Politician and Amateur Composer

Joseph Maria Wolfram (21 July 1789 – 30 September 1839) was a German-Czech politician and amateur composer who wrote operas which were performed with success.

==Biography==
Wolfram was born on 21 July 1789 in Dobřany in Bohemia. He first studied philosophy at the Karls-Universität in Prague, but also harmony with Leopold Koželuch. He went to Vienna to study piano under Joseph Drechsler and taught music there from 1811. Quitting music as a profession in 1813, he became a government official at Theusing, and eventually worked his way up to the mayor of Teplice in 1824. He wrote several operas which became popular. Such was the popularity of his opera Alfred that when a replacement for Carl Maria von Weber in the position of kapellmeister was needed, Wolfram was among those contemplated. He died in Teplice.

==Works==
Wolfram's best-known works are his operas. Der Diamant was first produced in Teplice around 1820. Two of his operas, Herkules and Maja und Alpino, oder die bezauberte Rose, were both produced in Dresden in 1826, while the latter was also produced in Prague that year.

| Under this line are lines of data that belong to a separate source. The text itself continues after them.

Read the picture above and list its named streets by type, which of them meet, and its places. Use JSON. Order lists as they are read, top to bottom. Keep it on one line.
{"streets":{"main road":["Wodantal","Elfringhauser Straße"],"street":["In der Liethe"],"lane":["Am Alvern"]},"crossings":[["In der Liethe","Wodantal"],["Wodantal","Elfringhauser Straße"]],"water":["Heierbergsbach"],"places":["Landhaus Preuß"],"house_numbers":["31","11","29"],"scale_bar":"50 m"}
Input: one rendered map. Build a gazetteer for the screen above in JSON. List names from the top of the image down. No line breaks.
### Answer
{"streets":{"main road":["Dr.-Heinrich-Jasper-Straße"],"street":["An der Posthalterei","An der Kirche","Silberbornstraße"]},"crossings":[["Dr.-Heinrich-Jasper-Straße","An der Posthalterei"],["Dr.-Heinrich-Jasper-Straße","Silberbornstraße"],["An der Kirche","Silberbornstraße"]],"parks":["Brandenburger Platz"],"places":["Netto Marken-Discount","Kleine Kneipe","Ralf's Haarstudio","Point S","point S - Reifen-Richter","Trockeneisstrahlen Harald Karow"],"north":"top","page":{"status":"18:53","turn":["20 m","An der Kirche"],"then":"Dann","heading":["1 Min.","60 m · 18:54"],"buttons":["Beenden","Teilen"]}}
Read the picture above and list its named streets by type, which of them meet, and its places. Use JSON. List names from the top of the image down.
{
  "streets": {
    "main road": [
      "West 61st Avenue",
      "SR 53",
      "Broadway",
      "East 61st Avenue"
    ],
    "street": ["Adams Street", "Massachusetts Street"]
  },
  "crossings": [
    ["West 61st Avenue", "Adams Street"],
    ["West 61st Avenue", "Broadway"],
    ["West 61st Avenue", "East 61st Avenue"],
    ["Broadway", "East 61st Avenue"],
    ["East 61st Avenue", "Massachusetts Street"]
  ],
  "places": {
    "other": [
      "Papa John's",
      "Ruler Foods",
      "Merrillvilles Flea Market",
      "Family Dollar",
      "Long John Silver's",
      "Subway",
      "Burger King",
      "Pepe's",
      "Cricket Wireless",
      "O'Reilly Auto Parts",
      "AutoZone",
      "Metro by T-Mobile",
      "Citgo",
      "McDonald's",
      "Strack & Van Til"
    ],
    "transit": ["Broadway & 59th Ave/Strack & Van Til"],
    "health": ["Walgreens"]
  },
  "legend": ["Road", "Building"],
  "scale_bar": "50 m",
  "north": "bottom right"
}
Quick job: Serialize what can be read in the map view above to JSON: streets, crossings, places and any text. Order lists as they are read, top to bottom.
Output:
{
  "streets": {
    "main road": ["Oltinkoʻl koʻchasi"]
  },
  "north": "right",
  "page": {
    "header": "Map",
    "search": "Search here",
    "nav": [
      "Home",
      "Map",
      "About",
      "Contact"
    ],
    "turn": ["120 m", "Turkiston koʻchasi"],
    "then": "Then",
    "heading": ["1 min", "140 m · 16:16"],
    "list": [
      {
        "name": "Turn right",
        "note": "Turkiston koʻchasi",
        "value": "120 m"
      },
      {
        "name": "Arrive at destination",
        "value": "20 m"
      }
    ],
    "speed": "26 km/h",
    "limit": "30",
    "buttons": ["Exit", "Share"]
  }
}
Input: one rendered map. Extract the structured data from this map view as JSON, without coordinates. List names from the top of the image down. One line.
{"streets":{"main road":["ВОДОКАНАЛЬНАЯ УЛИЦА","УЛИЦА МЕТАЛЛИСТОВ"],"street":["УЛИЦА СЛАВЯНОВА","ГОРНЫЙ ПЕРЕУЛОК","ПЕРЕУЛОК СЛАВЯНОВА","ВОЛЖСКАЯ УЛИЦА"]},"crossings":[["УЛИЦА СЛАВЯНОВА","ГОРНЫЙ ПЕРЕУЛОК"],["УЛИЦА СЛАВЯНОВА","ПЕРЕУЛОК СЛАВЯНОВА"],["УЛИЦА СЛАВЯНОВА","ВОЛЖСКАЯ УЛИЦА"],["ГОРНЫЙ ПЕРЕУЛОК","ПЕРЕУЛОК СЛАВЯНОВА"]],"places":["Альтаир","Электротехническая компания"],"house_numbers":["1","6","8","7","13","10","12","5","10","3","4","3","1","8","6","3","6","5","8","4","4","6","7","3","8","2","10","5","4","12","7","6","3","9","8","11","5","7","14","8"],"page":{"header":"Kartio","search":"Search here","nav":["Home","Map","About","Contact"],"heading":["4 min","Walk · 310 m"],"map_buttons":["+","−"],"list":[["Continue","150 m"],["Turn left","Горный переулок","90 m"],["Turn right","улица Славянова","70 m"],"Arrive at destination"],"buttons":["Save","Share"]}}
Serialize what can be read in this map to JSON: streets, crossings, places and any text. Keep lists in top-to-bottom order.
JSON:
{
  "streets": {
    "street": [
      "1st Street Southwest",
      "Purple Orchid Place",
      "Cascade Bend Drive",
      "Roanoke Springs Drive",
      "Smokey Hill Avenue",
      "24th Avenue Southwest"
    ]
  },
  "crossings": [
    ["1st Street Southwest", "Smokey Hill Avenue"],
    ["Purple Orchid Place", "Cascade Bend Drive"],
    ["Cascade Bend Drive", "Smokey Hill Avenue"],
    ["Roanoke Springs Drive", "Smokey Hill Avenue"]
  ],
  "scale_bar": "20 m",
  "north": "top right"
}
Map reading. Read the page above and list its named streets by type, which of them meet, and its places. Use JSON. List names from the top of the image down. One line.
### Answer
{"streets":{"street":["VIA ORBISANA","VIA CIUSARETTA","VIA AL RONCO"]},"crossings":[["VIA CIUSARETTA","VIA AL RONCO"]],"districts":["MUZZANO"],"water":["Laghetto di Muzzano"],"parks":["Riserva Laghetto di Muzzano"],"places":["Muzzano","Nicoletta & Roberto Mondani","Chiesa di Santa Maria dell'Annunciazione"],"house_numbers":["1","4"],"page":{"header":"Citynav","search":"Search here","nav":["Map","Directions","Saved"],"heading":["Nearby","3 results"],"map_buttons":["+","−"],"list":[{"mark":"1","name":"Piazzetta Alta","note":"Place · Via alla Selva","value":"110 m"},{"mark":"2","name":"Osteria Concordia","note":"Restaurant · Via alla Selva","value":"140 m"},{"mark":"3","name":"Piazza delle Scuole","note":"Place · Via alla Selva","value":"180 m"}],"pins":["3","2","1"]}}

This same year saw the first production of Alfred. In 1828, again in Dresden, his opera Die Normannen in Sicilien was performed. The next year saw the production of Prinz Lieschen. Der Bergmönch followed in 1830, first produced in Dresden on March 14. Das Schloss Candra was first performed in 1832, also in Dresden. The final opera, Wittekind, was produced in 1838. In addition to his operas, he wrote a wedding mass, a Requiem, and a collection of Serbian songs. He also composed instrumental music, including string quartets and piano sonatas. A concerted effort to collect and catalog the operas of Wolfram was headed by Tomáš Spurný.